Over the last century, the McCullough family have combined innovation and hard work to create a thriving business at Elmgrove Farm. Pat McCullough (pictured above) was the first generation of McCulloughs to take up residence on the farm.
“Grandad first turned to milking cows during the Economic War in the 1930s, when Dev refused to pay land annuities, and the British, in turn, put massive tariffs on all our beef exports,” explains the current generation’s designated farmer, Darragh McCullough.
“That created a major crisis in Irish farming, because up until then most of the farm land around Dublin would have been producing cattle or crops. I’m sure it was no different for my grandad, who would have grown up on a traditional drystock and cereals farm in Co Louth,” he says.
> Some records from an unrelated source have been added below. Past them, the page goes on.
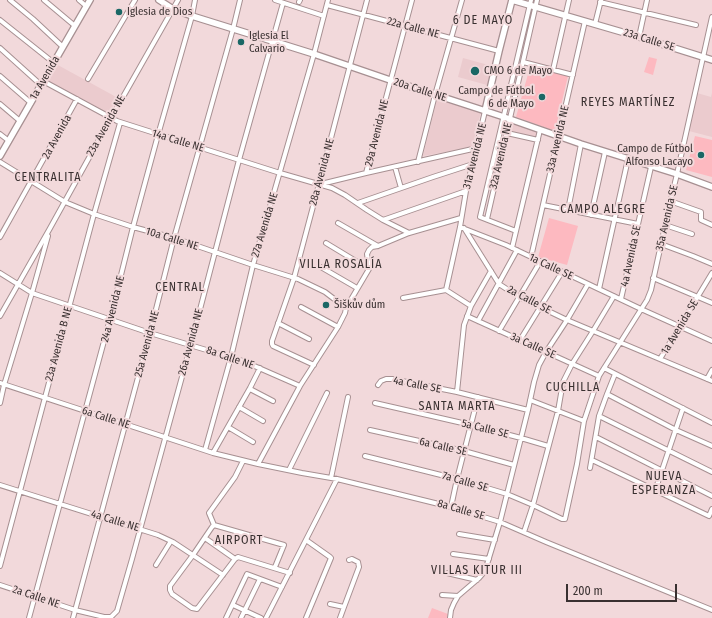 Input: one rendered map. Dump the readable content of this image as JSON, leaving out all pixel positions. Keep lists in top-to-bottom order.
{
  "streets": {
    "street": [
      "22a Calle NE",
      "23a Calle SE",
      "1a Avenida",
      "20a Calle NE",
      "23a Avenida NE",
      "29a Avenida NE",
      "2a Avenida",
      "33a Avenida NE",
      "14a Calle NE",
      "31a Avenida NE",
      "32a Avenida NE",
      "28a Avenida NE",
      "35a Avenida SE",
      "27a Avenida NE",
      "10a Calle NE",
      "4a Avenida SE",
      "1a Calle SE",
      "2a Calle SE",
      "24a Avenida NE",
      "1a Avenida SE",
      "26a Avenida NE",
      "23a Avenida B NE",
      "25a Avenida NE",
      "3a Calle SE",
      "8a Calle NE",
      "4a Calle SE",
      "6a Calle NE",
      "5a Calle SE",
      "6a Calle SE",
      "7a Calle SE",
      "8a Calle SE",
      "4a Calle NE",
      "2a Calle NE"
    ]
  },
  "crossings": [
    ["22a Calle NE", "29a Avenida NE"],
    ["22a Calle NE", "31a Avenida NE"],
    ["22a Calle NE", "28a Avenida NE"],
    ["22a Calle NE", "27a Avenida NE"],
    ["23a Calle SE", "33a Avenida NE"],
    ["23a Calle SE", "31a Avenida NE"],
    ["23a Calle SE", "32a Avenida NE"],
    ["23a Calle SE", "35a Avenida SE"],
    ["1a Avenida", "14a Calle NE"],
    ["20a Calle NE", "23a Avenida NE"],
    ["20a Calle NE", "29a Avenida NE"],
    ["20a Calle NE", "33a Avenida NE"],
    ["20a Calle NE", "31a Avenida NE"],
    ["20a Calle NE", "32a Avenida NE"],
    ["20a Calle NE", "28a Avenida NE"],
    ["20a Calle NE", "35a Avenida SE"],
    ["20a Calle NE", "27a Avenida NE"],
    ["20a Calle NE", "4a Avenida SE"],
    ["20a Calle NE", "24a Avenida NE"],
    ["20a Calle NE", "26a Avenida NE"],
    ["20a Calle NE", "25a Avenida NE"],
    ["23a Avenida NE", "14a Calle NE"],
    ["23a Avenida NE", "10a Calle NE"],
    ["23a Avenida NE", "8a Calle NE"],
    ["29a Avenida NE", "14a Calle NE"],
    ["29a Avenida NE", "28a Avenida NE"],
    ["2a Avenida", "14a Calle NE"],
    ["2a Avenida", "10a Calle NE"],
    ["33a Avenida NE", "1a Calle SE"],
    ["14a Calle NE", "28a Avenida NE"],
    ["14a Calle NE", "27a Avenida NE"],
    ["14a Calle NE", "24a Avenida NE"],
    ["14a Calle NE", "26a Avenida NE"],
    ["14a Calle NE", "23a Avenida B NE"],
    ["14a Calle NE", "25a Avenida NE"],
    ["31a Avenida NE", "1a Calle SE"],
    ["31a Avenida NE", "2a Calle SE"],
    ["28a Avenida NE", "10a Calle NE"],
    ["35a Avenida SE", "1a Calle SE"],
    ["35a Avenida SE", "2a Calle SE"],
    ["35a Avenida SE", "3a Calle SE"],
    ["35a Avenida SE", "7a Calle SE"],
    ["27a Avenida NE", "10a Calle NE"],
    ["27a Avenida NE", "8a Calle NE"],
    ["27a Avenida NE", "6a Calle NE"],
    ["10a Calle NE", "24a Avenida NE"],
    ["10a Calle NE", "26a Avenida NE"],
    ["10a Calle NE", "23a Avenida B NE"],
    ["10a Calle NE", "25a Avenida NE"],
    ["4a Avenida SE", "1a Calle SE"],
    ["1a Calle SE", "2a Calle SE"],
    ["1a Calle SE", "1a Avenida SE"],
    ["2a Calle SE", "1a Avenida SE"],
    ["24a Avenida NE", "8a Calle NE"],
    ["24a Avenida NE", "6a Calle NE"],
    ["24a Avenida NE", "4a Calle NE"],
    ["24a Avenida NE", "2a Calle NE"],
    ["26a Avenida NE", "8a Calle NE"],
    ["26a Avenida NE", "6a Calle NE"],
    ["26a Avenida NE", "4a Calle NE"],
    ["26a Avenida NE", "2a Calle NE"],
    ["23a Avenida B NE", "8a Calle NE"],
    ["23a Avenida B NE", "6a Calle NE"],
    ["23a Avenida B NE", "4a Calle NE"],
    ["25a Avenida NE", "8a Calle NE"],
    ["25a Avenida NE", "6a Calle NE"],
    ["25a Avenida NE", "4a Calle NE"],
    ["25a Avenida NE", "2a Calle NE"],
    ["6a Calle NE", "8a Calle SE"]
  ],
  "districts": [
    "6 DE MAYO",
    "REYES MARTÍNEZ",
    "CENTRALITA",
    "CAMPO ALEGRE",
    "VILLA ROSALÍA",
    "CENTRAL",
    "CUCHILLA",
    "SANTA MARTA",
    "NUEVA ESPERANZA",
    "AIRPORT",
    "VILLAS KITUR III"
  ],
  "places": [
    "Iglesia de Dios",
    "Iglesia El Calvario",
    "CMO 6 de Mayo",
    "Campo de Fútbol 6 de Mayo",
    "Campo de Fútbol Alfonso Lacayo",
    "Šiškův dům"
  ],
  "scale_bar": "200 m"
}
Up to then, the Dublin milk market had been supplied by a lot of little dairies all around the city and the suburbs. These ranged from one or two cull cows that were being milked for a few months before being slaughtered as ‘canners’, to farmers with up to 80 cows in places like Drumcondra and Rathfarnam. Farmers close to the city had the added advantage of a regular and reliable feed-source throughout the lean winter months – spent brewers’ grains from the likes of Guinness. But these farmers’ stranglehold on the Dublin milk market was about to be broken.
One of the largest milk merchants at the time were the Craigie Brothers, who realised that cattle farmers outside the traditional catchment area were literally going broke because they couldn’t sell their stock into England. Desperate to turn their hand to anything to try to make a living, Craigies tapped into a new milk pool, at bargain basement rates.
This shift in milk supplies was also facilitated by the rural electrification that was being rolled out at the time. For the first time, power was present on farms that allowed the Surge Melotte bucket-plant to work – the fore-runner of the modern milking machine.“That’s how my grandad got his first break. A few cows initially, with the 20 gallon milk churns going onto the train from Drogheda into Dublin,” said Darragh.
This was an era before refrigeration beyond what the dribble-cooler could offer – a device that dribbled milk over pipes channelling cold water from the nearest well. Quality could be pretty hairy, with stories legion about mice jumping out of milk cans when lids were removed. So getting a good name established for producing clean milk went a long way for the likes of Pat McCullough.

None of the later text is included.